• **THE PROBLEM**
From the records below, take each line where the string "shadow" shows up and copy it.

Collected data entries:
# # #

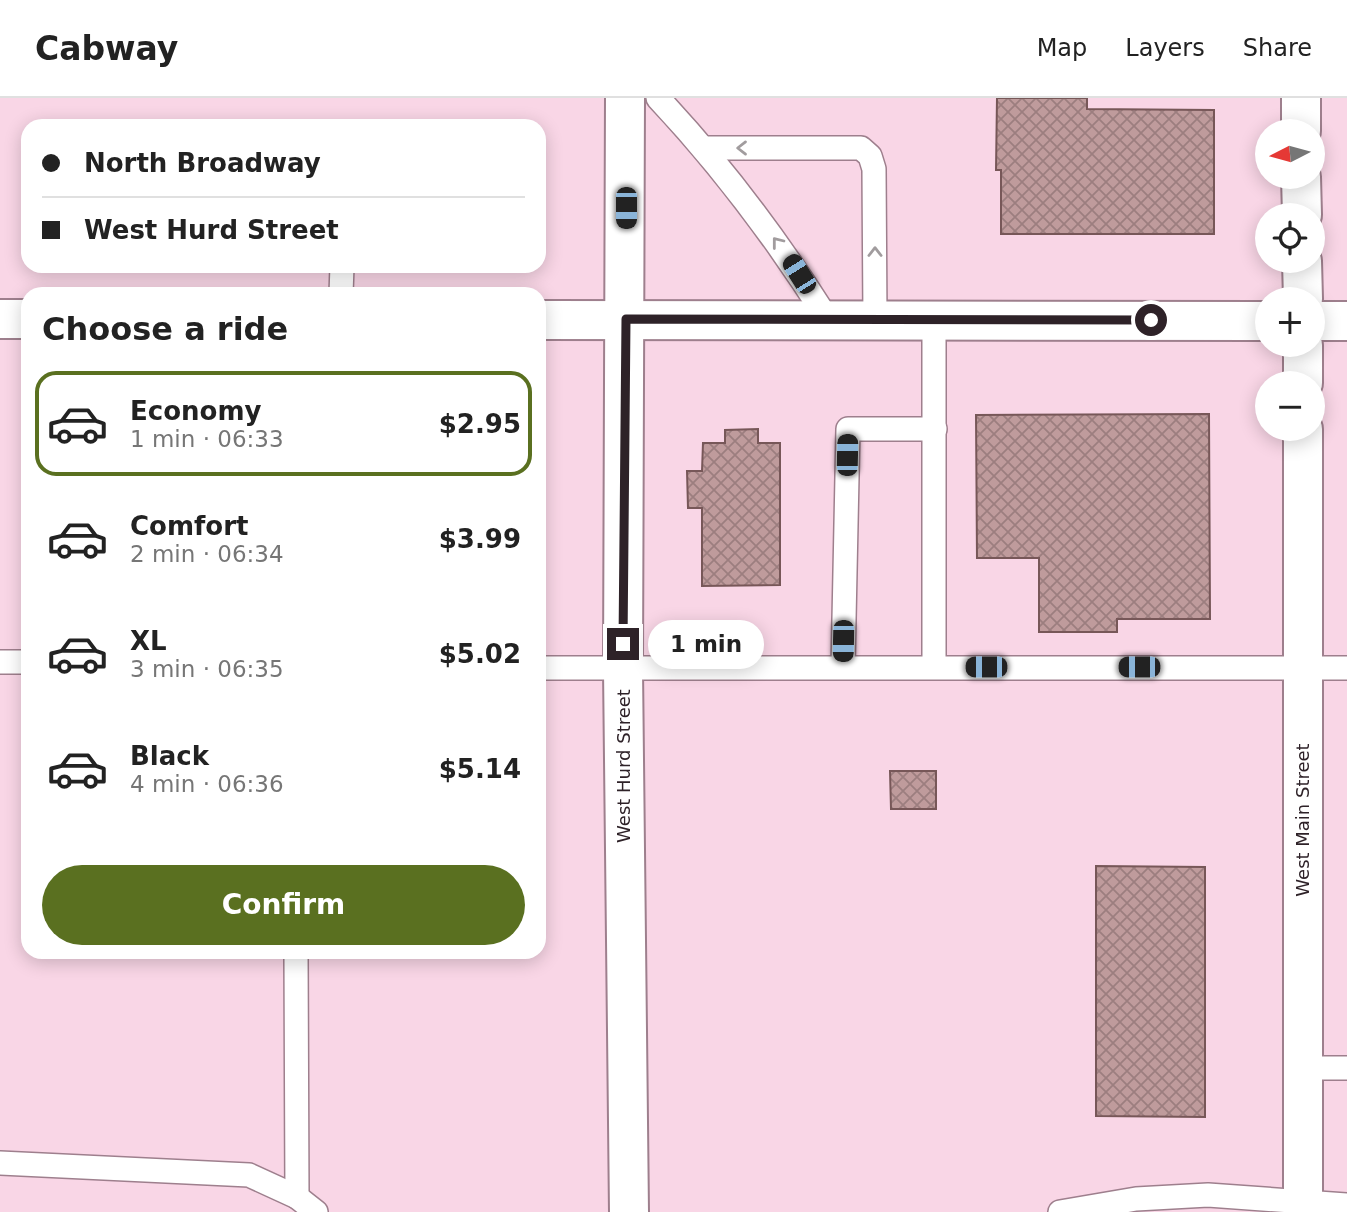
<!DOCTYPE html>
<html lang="en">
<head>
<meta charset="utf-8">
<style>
  :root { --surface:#fff; --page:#f6f6f6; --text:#222; --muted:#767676; --line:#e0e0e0; --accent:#5a7020 }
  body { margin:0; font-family:"DejaVu Sans",sans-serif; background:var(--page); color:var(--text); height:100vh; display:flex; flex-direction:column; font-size:26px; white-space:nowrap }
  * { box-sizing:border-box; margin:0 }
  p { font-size:23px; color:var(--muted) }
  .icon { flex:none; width:38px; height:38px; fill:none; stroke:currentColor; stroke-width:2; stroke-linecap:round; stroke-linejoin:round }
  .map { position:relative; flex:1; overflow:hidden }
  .drawer { position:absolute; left:21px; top:189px; width:525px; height:672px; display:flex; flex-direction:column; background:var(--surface); border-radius:21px; box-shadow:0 4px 18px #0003 }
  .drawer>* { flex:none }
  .banner { position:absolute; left:21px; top:21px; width:525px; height:154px; border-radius:21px; box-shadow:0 4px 18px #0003; display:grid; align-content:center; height:154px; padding:0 21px; background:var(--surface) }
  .needle { width:46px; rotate:264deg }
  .fabs { position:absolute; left:1255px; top:21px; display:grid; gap:14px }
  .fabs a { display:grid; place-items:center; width:70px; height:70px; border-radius:50%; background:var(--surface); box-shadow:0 4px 18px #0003; font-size:35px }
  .end { position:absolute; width:32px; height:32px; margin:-16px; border:9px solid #2e2228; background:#fff; box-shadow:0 0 0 4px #fff }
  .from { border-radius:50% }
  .bubble { position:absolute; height:49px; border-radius:24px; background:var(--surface); box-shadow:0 4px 18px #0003; font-size:23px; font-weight:700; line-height:49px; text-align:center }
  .car { position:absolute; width:21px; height:42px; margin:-21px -10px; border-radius:9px; box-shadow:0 0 5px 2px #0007; background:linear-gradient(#222 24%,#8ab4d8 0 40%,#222 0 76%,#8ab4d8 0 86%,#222 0) }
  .banner b { display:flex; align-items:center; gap:24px; height:66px; font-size:26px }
  .banner b+b { border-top:2px solid var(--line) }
  .banner i { width:18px; height:18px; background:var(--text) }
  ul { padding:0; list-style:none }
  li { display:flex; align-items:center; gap:21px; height:105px; margin:0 14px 10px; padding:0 7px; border:4px solid transparent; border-radius:21px }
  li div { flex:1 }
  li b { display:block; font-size:26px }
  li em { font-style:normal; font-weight:700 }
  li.on { border-color:var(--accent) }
  li>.icon { width:63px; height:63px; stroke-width:1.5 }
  h2 { padding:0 21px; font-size:32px; line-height:84px }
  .primary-button { display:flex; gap:14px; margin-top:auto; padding:14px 21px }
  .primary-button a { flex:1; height:80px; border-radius:42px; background:var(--accent); color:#fff; font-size:28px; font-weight:700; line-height:80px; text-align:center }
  header { display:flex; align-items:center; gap:42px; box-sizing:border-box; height:98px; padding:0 35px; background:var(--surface); border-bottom:2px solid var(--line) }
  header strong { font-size:33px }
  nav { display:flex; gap:38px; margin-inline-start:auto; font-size:24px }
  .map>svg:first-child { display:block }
  .building { fill:url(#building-cross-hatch); stroke:#775758; stroke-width:2 }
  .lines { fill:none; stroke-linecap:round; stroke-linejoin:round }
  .service-casing { stroke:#9e7f8d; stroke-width:26 }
  .minor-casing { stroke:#9e7f8d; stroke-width:42 }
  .tertiary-casing { stroke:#9e7f8d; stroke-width:42 }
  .secondary-casing { stroke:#9e7f8d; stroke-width:42 }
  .service { stroke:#fff; stroke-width:23 }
  .minor { stroke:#fff; stroke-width:38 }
  .tertiary { stroke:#fff; stroke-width:38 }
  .secondary { stroke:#fff; stroke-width:38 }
  .oneway { stroke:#a19c9e }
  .route { stroke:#2e2228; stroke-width:9 }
  .labels { text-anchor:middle; stroke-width:5; stroke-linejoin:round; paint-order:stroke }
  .street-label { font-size:18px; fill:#2e2228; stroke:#fff }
</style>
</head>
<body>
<header>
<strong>Cabway</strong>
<nav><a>Map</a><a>Layers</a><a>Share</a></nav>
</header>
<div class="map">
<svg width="1347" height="1114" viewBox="0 0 1347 1114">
  <defs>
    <pattern id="building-cross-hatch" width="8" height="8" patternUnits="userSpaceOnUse" patternTransform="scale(1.75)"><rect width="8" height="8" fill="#bf9b9c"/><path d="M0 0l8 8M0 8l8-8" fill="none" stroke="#9c7e7f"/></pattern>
  </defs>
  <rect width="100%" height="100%" fill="#f9d6e6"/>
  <g class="building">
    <path d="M997,0H1087V11L1214,12V136H1001V72H996Z"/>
    <path d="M1209,316L1210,521H1117V534H1039V460H977L976,317Z"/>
    <path d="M758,331V345H780V487L702,488V410H688L687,373H702L703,345H725V332Z"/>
    <path d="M890,673H936V711H891Z"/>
    <path d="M1096,768L1205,769V1019L1096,1018Z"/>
  </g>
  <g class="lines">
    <g class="service-casing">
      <g id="service">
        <path d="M658,0C722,68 778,143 828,222"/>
        <path d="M703,50H861L870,58L874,71L875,222"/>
        <path d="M341,196L342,168"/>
        <path d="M0,564H28"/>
        <path d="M843,569L848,331H935"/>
        <path d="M934,569V222"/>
        <path d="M539,570H1347"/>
        <path d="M296,854L297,1099"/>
        <path d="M1302,970H1347"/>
        <path d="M0,1065L249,1077L297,1099L316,1114"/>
        <path d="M1060,1114L1136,1101L1208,1097L1347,1107"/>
      </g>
    </g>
    <g class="minor-casing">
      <g id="minor">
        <path d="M625,0L623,571L629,1114"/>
        <path d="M1303,285V247"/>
        <path d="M1303,1114V331"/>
      </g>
    </g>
    <g class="tertiary-casing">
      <g id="tertiary">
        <path d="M1301,0V33"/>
        <path d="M1301,79L1302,117"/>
        <path d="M1302,163L1303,201"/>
      </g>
    </g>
    <g class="secondary-casing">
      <g id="secondary">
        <path d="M0,221H28"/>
        <path d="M539,222L1267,223"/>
        <path d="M1312,223H1347"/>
      </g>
    </g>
    <use href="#service" class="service"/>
    <use href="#minor" class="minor"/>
    <use href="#tertiary" class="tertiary"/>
    <use href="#secondary" class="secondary"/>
  </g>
  <defs><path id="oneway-chevron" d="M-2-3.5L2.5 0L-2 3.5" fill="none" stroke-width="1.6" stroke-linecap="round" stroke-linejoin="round" transform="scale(1.75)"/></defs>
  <g class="oneway">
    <use href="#oneway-chevron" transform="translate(742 50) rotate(180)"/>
    <use href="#oneway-chevron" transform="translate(777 144) rotate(-128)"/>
    <use href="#oneway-chevron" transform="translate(875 154) rotate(-90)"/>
  </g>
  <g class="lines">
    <path class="route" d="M623,546L626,221L1151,222"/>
  </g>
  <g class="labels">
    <g class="street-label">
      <text transform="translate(624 668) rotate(-90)" y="6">West Hurd Street</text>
      <text transform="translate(1303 722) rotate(-90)" y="6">West Main Street</text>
    </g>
  </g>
</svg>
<div class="fabs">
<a><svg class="needle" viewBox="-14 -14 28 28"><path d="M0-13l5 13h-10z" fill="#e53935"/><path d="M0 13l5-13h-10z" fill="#767676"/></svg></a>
<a><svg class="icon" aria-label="locate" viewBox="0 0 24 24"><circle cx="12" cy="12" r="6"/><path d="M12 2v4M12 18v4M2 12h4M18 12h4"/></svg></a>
<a>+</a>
<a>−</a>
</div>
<i class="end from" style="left:1151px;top:222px"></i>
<i class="end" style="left:623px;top:546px"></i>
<div class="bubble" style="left:648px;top:522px;width:116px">1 min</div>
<i class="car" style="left:626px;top:110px;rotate:180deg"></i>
<i class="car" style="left:799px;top:176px;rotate:328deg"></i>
<i class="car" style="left:847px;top:357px;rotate:1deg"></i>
<i class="car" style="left:843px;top:543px;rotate:181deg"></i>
<i class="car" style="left:986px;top:569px;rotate:270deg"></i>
<i class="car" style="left:1139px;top:569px;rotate:270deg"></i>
<div class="banner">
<b><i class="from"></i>North Broadway</b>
<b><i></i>West Hurd Street</b>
</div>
<section class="drawer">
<h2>Choose a ride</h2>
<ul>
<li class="on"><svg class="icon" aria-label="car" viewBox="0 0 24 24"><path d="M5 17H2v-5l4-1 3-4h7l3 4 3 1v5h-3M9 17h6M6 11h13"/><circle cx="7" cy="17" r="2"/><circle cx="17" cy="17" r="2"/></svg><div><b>Economy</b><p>1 min · 06:33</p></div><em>$2.95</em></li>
<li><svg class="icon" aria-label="car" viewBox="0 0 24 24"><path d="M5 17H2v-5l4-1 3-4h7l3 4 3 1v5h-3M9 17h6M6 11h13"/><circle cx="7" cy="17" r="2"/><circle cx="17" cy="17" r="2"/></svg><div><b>Comfort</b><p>2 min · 06:34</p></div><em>$3.99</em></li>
<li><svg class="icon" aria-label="car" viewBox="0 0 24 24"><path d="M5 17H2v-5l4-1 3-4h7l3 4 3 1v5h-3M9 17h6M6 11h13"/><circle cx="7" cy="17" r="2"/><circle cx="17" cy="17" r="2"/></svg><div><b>XL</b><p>3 min · 06:35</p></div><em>$5.02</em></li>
<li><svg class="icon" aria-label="car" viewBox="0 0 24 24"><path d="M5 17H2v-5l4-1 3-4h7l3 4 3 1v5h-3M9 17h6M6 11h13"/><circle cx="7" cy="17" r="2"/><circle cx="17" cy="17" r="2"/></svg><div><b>Black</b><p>4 min · 06:36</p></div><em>$5.14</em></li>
</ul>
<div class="primary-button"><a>Confirm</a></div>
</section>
</div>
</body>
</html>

# # #

• **TASK SOLUTION**
  .drawer { position:absolute; left:21px; top:189px; width:525px; height:672px; display:flex; flex-direction:column; background:var(--surface); border-radius:21px; box-shadow:0 4px 18px #0003 }
  .banner { position:absolute; left:21px; top:21px; width:525px; height:154px; border-radius:21px; box-shadow:0 4px 18px #0003; display:grid; align-content:center; height:154px; padding:0 21px; background:var(--surface) }
  .fabs a { display:grid; place-items:center; width:70px; height:70px; border-radius:50%; background:var(--surface); box-shadow:0 4px 18px #0003; font-size:35px }
  .end { position:absolute; width:32px; height:32px; margin:-16px; border:9px solid #2e2228; background:#fff; box-shadow:0 0 0 4px #fff }
  .bubble { position:absolute; height:49px; border-radius:24px; background:var(--surface); box-shadow:0 4px 18px #0003; font-size:23px; font-weight:700; line-height:49px; text-align:center }
  .car { position:absolute; width:21px; height:42px; margin:-21px -10px; border-radius:9px; box-shadow:0 0 5px 2px #0007; background:linear-gradient(#222 24%,#8ab4d8 0 40%,#222 0 76%,#8ab4d8 0 86%,#222 0) }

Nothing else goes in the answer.